That is... not what a cult is.

By "diaper", I mean the tool you use to pound nails in.

 _The best way to prove to yourself and to potential investors that you have a
killer idea is to see if you can get a number of A level engineers to join you
by only offering them equity and no initial salary._

First of all, this "real men don't take salary" nonsense is blatant classism.
It makes the classism of "Hiring is Obsolete" appear subtle.
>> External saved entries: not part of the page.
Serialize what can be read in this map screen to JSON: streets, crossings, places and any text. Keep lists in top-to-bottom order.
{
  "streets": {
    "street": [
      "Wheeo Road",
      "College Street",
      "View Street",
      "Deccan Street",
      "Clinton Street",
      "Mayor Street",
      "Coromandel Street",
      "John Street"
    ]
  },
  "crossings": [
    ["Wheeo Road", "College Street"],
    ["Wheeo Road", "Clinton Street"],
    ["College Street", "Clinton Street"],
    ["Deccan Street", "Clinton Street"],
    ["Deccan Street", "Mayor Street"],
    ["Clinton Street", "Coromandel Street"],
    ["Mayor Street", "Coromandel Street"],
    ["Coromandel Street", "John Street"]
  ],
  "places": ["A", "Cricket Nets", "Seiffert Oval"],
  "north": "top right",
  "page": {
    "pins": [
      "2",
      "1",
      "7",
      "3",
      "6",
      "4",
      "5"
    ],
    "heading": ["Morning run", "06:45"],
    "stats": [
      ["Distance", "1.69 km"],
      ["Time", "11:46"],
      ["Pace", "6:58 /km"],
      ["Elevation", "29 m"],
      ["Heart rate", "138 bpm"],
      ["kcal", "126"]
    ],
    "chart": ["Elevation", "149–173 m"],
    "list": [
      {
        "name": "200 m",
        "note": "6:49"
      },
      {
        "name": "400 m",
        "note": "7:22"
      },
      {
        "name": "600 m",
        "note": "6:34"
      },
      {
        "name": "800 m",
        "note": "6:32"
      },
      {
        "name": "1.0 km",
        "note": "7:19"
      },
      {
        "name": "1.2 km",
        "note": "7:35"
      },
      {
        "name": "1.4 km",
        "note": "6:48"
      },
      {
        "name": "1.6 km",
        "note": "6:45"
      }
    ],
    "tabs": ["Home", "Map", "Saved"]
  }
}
Second, A-level engineers aren't going to take on personal financial risk for
someone else's idea (unless they're rich, in which case, why aren't they angel
investors?) It just does not happen. The sub-market salaries and low autonomy
of typical startup jobs are going to attract B players, except in dogshit
economic situations like November 2008 (which one hopes we'll never see
again).

 _How to convince a superstar to join you: "Let me rent you for 6 months.
You'll learn an insane amount about building a startup from me that will help
you prepare to start up your ﬁrst company. You'll have the pedigree of
Powerset standing behind you; and you'll have some cash in your pocket."_

I'm probably too old to be considered a "superstar" by the sorts of asshats
that VCs fund, but I would see this as akin to unpaid internships (in, say,
publishing) that tout the career benefits (to which, the proper response is:
"fuck you, pay me"). "This is a career opportunity for you" is such
condescending shit it makes me want to vomit. It's saying, "I have connections
and you're a middle-class fuckup, so work for me for free."
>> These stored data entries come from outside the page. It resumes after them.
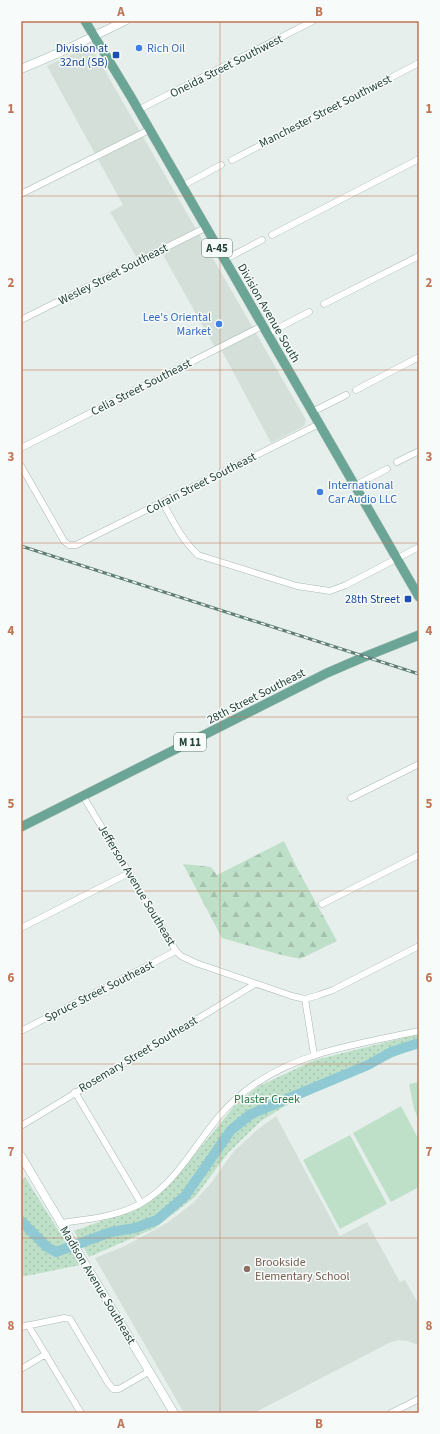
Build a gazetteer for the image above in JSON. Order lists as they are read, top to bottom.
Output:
{
  "streets": {
    "main road": [
      "A-45",
      "Division Avenue South",
      "28th Street Southeast",
      "M 11"
    ],
    "street": [
      "Oneida Street Southwest",
      "Manchester Street Southwest",
      "Wesley Street Southeast",
      "Celia Street Southeast",
      "Colrain Street Southeast",
      "Jefferson Avenue Southeast",
      "Spruce Street Southeast",
      "Rosemary Street Southeast",
      "Madison Avenue Southeast"
    ]
  },
  "crossings": [
    ["Oneida Street Southwest", "Division Avenue South"],
    ["Wesley Street Southeast", "Division Avenue South"],
    ["Division Avenue South", "Celia Street Southeast"],
    ["Division Avenue South", "Colrain Street Southeast"],
    ["28th Street Southeast", "Jefferson Avenue Southeast"],
    ["Jefferson Avenue Southeast", "Spruce Street Southeast"],
    ["Jefferson Avenue Southeast", "Rosemary Street Southeast"]
  ],
  "parks": ["Plaster Creek"],
  "places": {
    "other": [
      "Rich Oil",
      "Lee's Oriental Market",
      "International Car Audio LLC",
      "Brookside Elementary School"
    ],
    "transit": ["Division at 32nd (SB)", "28th Street"]
  },
  "grid": {
    "columns": ["A", "B"],
    "rows": [
      "1",
      "2",
      "3",
      "4",
      "5",
      "6",
      "7",
      "8"
    ]
  }
}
 _I urge founders to offer people a one-month, auto-terminating, consulting
contract that pays the person the exact amount of cash and equity (but in NSOs
instead of ISOs) that the person would get if they were an employee._

Yeah, fuck that shit. If I'm getting zero job security past one month (I know
how to get a severance in almost any corporate job; I'm paranoid and well-
studied) I'm charging a consulting rate. That's at least $250 per hour for
someone like me. A typical tech salary, on a one-month contract? Fuck off.
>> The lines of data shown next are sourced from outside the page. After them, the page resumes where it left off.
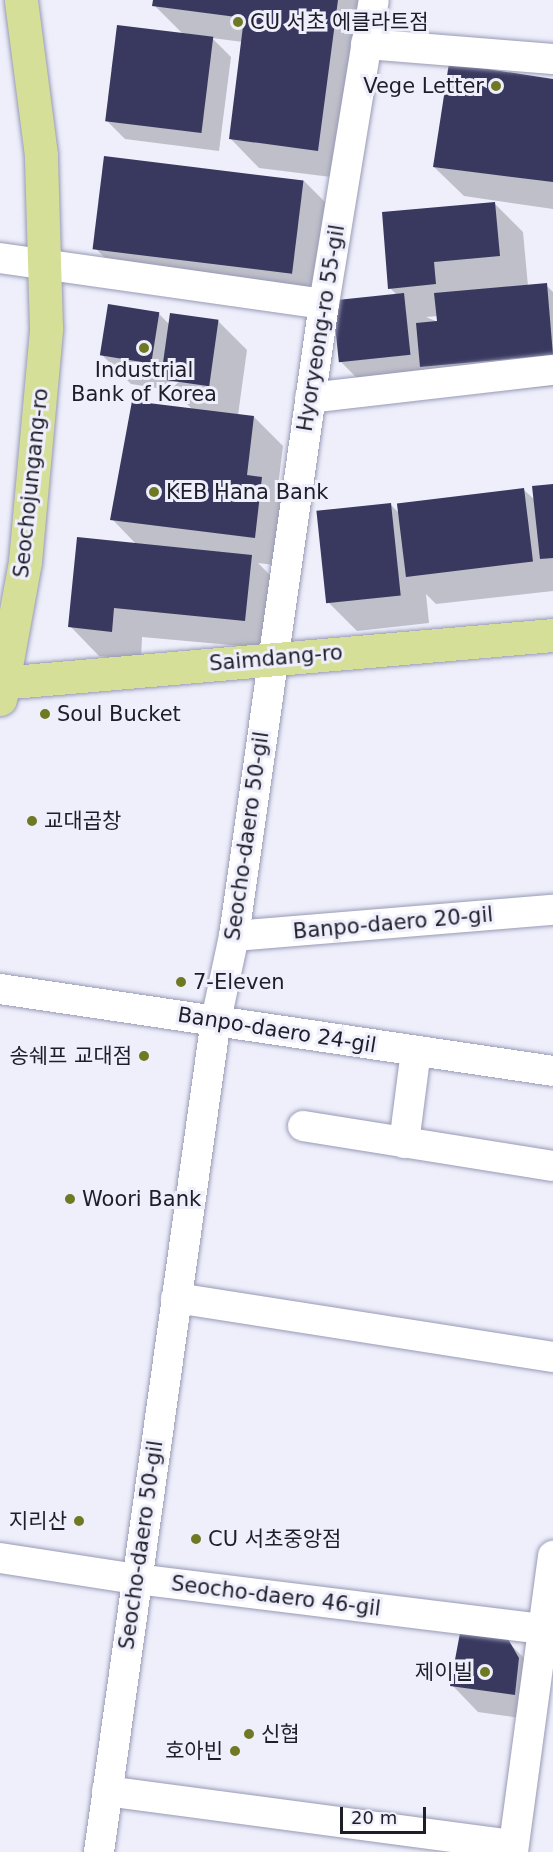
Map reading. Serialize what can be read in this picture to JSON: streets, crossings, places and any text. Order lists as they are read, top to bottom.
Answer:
{
  "streets": {
    "main road": ["Seochojungang-ro", "Saimdang-ro"],
    "street": [
      "Hyoryeong-ro 55-gil",
      "Seocho-daero 50-gil",
      "Banpo-daero 20-gil",
      "Banpo-daero 24-gil",
      "Seocho-daero 46-gil"
    ]
  },
  "crossings": [
    ["Hyoryeong-ro 55-gil", "Saimdang-ro"],
    ["Hyoryeong-ro 55-gil", "Seocho-daero 50-gil"],
    ["Seochojungang-ro", "Saimdang-ro"],
    ["Saimdang-ro", "Seocho-daero 50-gil"],
    ["Seocho-daero 50-gil", "Banpo-daero 20-gil"],
    ["Seocho-daero 50-gil", "Banpo-daero 24-gil"],
    ["Seocho-daero 50-gil", "Seocho-daero 46-gil"]
  ],
  "places": [
    "CU 서초 에클라트점",
    "Vege Letter",
    "Industrial Bank of Korea",
    "KEB Hana Bank",
    "Soul Bucket",
    "교대곱창",
    "7-Eleven",
    "송쉐프 교대점",
    "Woori Bank",
    "지리산",
    "CU 서초중앙점",
    "제이빌",
    "신협",
    "호아빈"
  ],
  "scale_bar": "20 m"
}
 _Start off by using relatively standard equity disbursals for each type of
role - VCs can help, they have many, many stat sheets on this one._

Standard equity disbursals are _fucking pathetic_ and not going to attract
anyone skilled. (You might get a stray, talented 22-year-old who doesn't yet
know how good he is. One of him per 5 losers.) This doesn't matter for most
startups because most of them are marketing gambits involving technology (not
technology itself) and can do just fine with a mediocre tech team.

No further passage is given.